• [Supplied data]
====
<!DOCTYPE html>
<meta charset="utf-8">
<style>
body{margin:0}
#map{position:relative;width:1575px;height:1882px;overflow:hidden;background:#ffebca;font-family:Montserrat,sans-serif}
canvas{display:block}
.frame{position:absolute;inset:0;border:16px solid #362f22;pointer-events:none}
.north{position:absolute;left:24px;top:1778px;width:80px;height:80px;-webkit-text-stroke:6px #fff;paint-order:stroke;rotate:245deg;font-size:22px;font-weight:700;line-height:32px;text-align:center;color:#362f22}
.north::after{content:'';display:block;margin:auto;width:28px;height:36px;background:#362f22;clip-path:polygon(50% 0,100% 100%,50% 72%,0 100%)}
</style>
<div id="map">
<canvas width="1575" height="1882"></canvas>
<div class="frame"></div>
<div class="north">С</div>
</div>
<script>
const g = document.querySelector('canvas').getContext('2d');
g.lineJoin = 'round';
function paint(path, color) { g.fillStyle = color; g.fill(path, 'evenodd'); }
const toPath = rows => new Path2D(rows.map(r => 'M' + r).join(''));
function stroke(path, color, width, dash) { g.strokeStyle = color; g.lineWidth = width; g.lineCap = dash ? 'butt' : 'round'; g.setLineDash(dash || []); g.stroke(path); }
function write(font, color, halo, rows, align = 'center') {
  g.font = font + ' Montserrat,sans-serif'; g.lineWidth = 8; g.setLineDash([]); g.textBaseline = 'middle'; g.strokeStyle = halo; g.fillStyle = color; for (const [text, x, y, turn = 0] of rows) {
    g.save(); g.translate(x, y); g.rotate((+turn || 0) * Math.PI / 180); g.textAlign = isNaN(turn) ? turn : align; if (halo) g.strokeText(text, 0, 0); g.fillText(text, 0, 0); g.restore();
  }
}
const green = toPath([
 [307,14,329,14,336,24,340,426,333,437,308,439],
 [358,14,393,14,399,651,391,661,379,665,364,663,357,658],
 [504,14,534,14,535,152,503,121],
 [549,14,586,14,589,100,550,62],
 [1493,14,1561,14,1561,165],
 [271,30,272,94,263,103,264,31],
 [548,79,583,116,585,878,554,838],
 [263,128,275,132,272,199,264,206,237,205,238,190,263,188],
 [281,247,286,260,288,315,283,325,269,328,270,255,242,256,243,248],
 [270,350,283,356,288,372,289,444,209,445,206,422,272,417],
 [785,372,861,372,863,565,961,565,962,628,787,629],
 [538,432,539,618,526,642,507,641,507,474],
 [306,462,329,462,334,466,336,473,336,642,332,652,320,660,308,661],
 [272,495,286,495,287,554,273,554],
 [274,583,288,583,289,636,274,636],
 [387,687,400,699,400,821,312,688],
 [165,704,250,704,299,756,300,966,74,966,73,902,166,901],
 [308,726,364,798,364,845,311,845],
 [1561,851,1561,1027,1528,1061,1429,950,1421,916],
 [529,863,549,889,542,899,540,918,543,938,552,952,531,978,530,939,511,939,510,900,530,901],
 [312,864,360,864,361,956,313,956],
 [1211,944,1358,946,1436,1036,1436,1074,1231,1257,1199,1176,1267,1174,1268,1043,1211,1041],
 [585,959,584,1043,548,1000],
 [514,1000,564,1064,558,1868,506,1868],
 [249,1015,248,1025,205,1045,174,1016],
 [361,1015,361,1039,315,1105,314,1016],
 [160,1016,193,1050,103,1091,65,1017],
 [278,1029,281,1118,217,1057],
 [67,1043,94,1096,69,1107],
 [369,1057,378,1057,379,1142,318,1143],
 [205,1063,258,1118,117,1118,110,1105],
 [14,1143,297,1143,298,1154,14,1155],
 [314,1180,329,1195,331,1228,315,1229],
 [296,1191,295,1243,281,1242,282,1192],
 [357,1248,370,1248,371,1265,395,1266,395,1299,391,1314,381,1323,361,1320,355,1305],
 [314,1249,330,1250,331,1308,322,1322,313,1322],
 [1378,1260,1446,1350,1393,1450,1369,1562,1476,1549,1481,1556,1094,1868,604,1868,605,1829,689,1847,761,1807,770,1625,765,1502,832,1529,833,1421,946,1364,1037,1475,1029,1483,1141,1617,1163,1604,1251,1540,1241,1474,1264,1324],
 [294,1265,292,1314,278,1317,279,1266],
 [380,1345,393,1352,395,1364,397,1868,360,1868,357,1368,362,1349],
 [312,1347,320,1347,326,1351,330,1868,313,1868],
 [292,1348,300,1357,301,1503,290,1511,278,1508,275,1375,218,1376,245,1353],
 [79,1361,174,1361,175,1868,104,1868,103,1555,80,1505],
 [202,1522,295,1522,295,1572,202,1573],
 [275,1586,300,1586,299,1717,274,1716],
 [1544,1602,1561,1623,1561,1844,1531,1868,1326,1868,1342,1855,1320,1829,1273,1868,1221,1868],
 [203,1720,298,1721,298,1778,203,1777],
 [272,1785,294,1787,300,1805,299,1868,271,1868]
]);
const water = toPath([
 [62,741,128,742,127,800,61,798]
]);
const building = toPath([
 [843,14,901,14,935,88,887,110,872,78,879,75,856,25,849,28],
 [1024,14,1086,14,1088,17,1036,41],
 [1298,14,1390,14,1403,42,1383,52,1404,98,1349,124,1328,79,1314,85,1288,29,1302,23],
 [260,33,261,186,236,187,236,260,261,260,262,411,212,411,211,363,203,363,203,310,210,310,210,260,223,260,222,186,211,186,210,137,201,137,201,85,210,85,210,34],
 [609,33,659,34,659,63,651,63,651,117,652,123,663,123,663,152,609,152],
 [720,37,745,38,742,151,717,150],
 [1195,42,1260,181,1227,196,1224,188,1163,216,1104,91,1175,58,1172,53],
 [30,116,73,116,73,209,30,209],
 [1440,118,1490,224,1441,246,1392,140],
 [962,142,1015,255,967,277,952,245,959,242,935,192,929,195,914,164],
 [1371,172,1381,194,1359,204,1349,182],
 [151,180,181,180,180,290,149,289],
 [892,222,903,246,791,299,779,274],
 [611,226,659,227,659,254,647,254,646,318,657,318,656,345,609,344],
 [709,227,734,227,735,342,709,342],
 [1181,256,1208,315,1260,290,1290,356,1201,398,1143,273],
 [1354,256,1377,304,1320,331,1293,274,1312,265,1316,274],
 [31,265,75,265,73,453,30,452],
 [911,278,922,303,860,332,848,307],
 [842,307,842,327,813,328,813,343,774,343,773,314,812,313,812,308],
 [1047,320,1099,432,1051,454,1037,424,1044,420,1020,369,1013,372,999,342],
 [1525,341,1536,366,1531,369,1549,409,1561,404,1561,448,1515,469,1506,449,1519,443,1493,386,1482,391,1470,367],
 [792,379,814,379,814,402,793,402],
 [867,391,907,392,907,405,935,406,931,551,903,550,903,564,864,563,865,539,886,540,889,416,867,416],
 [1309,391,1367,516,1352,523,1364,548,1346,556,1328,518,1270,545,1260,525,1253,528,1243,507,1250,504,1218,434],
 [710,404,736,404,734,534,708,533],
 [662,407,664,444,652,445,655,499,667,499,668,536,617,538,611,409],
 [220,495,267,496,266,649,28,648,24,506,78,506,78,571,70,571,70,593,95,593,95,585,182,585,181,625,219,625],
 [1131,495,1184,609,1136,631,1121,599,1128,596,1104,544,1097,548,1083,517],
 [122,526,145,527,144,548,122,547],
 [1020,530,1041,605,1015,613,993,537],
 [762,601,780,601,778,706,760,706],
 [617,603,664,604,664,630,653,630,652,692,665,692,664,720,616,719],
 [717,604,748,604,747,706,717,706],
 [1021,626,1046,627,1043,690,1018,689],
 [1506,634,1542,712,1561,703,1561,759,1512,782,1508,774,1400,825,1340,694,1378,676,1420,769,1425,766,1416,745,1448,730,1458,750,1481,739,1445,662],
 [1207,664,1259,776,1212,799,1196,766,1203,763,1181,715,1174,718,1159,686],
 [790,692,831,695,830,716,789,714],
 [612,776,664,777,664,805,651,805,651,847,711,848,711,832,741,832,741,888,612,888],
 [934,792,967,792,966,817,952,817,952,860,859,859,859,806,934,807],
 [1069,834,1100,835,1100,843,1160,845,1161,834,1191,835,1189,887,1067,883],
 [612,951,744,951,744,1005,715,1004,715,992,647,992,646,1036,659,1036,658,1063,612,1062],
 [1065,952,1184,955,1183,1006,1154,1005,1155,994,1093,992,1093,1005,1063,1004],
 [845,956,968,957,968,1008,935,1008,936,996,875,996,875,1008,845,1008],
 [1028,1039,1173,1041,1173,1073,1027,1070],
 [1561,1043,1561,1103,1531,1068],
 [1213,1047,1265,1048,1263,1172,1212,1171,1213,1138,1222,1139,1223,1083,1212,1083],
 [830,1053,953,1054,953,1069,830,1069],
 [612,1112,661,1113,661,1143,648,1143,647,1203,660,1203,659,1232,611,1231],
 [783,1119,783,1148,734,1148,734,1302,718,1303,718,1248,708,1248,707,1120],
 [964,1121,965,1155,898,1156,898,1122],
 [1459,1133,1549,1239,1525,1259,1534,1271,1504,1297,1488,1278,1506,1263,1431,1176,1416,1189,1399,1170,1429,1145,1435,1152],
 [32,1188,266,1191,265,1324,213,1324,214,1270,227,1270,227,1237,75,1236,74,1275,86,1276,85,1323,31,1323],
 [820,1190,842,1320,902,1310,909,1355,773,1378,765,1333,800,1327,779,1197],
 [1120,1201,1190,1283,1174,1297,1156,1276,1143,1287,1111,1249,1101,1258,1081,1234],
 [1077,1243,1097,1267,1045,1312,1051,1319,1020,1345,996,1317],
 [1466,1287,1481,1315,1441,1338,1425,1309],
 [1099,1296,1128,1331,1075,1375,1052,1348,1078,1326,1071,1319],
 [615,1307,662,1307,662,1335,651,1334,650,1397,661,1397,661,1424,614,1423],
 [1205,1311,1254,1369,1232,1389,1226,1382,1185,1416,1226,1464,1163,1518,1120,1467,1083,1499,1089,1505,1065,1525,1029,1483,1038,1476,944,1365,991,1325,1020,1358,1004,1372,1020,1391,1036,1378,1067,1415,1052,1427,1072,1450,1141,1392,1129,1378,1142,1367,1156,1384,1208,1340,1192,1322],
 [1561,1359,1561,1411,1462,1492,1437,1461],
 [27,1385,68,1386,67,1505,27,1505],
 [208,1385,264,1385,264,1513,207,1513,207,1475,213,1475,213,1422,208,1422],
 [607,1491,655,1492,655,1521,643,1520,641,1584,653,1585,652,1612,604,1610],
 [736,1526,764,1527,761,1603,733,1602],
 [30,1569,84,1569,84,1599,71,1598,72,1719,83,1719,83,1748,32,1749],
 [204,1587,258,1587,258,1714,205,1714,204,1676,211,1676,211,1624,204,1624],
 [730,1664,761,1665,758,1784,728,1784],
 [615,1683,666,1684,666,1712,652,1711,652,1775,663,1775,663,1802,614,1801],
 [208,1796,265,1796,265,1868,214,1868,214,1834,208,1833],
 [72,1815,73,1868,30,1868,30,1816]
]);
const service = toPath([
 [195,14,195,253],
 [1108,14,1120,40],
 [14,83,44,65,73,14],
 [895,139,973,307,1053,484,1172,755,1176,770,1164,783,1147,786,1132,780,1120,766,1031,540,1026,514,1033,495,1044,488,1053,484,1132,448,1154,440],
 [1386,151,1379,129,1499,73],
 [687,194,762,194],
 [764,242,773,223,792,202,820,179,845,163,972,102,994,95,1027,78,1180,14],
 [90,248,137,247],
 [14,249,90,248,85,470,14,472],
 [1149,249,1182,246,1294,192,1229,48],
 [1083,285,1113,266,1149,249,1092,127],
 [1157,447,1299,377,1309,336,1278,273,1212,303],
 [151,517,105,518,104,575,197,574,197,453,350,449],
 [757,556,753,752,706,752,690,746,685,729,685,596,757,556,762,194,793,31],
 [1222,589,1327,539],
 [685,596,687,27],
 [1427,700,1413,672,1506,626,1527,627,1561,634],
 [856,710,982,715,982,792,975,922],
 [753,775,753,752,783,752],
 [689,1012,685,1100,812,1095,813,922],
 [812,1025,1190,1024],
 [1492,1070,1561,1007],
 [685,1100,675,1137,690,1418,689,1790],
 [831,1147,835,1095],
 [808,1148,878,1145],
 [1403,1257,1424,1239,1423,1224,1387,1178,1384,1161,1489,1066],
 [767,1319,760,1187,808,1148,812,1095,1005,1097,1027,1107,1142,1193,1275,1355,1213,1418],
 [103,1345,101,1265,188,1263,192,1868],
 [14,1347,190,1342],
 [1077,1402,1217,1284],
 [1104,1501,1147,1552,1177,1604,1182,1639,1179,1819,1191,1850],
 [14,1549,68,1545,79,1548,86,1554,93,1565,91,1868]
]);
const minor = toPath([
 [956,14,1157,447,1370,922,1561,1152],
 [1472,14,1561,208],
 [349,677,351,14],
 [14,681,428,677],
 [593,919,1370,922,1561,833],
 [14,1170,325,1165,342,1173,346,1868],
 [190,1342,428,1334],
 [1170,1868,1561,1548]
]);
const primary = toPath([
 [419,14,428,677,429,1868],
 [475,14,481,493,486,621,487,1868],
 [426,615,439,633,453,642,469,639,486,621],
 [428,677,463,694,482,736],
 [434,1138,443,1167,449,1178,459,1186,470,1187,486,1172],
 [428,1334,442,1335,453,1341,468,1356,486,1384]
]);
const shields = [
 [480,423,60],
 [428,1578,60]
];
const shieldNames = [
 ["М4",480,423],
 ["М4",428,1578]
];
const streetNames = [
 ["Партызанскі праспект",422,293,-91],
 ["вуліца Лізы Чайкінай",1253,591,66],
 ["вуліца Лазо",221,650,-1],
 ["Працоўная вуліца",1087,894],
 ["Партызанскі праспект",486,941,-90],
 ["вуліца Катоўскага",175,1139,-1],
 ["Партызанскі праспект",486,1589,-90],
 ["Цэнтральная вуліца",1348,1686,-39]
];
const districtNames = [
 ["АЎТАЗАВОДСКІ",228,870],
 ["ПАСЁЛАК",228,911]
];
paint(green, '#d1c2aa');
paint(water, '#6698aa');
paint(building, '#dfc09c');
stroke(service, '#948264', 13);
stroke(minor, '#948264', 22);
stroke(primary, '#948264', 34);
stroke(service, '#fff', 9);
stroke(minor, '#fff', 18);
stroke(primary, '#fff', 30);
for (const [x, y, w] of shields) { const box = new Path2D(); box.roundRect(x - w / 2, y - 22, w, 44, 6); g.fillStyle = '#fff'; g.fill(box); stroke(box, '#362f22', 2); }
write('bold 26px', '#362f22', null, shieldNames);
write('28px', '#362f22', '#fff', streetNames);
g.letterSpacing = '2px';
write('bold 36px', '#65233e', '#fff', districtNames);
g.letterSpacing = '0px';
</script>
====
• [Your objective] Look above for the line containing "stroke(service, '#948264', 13);"; copy from it through the last line, exactly, and nothing more.

• [Result]
stroke(service, '#948264', 13);
stroke(minor, '#948264', 22);
stroke(primary, '#948264', 34);
stroke(service, '#fff', 9);
stroke(minor, '#fff', 18);
stroke(primary, '#fff', 30);
for (const [x, y, w] of shields) { const box = new Path2D(); box.roundRect(x - w / 2, y - 22, w, 44, 6); g.fillStyle = '#fff'; g.fill(box); stroke(box, '#362f22', 2); }
write('bold 26px', '#362f22', null, shieldNames);
write('28px', '#362f22', '#fff', streetNames);
g.letterSpacing = '2px';
write('bold 36px', '#65233e', '#fff', districtNames);
g.letterSpacing = '0px';
</script>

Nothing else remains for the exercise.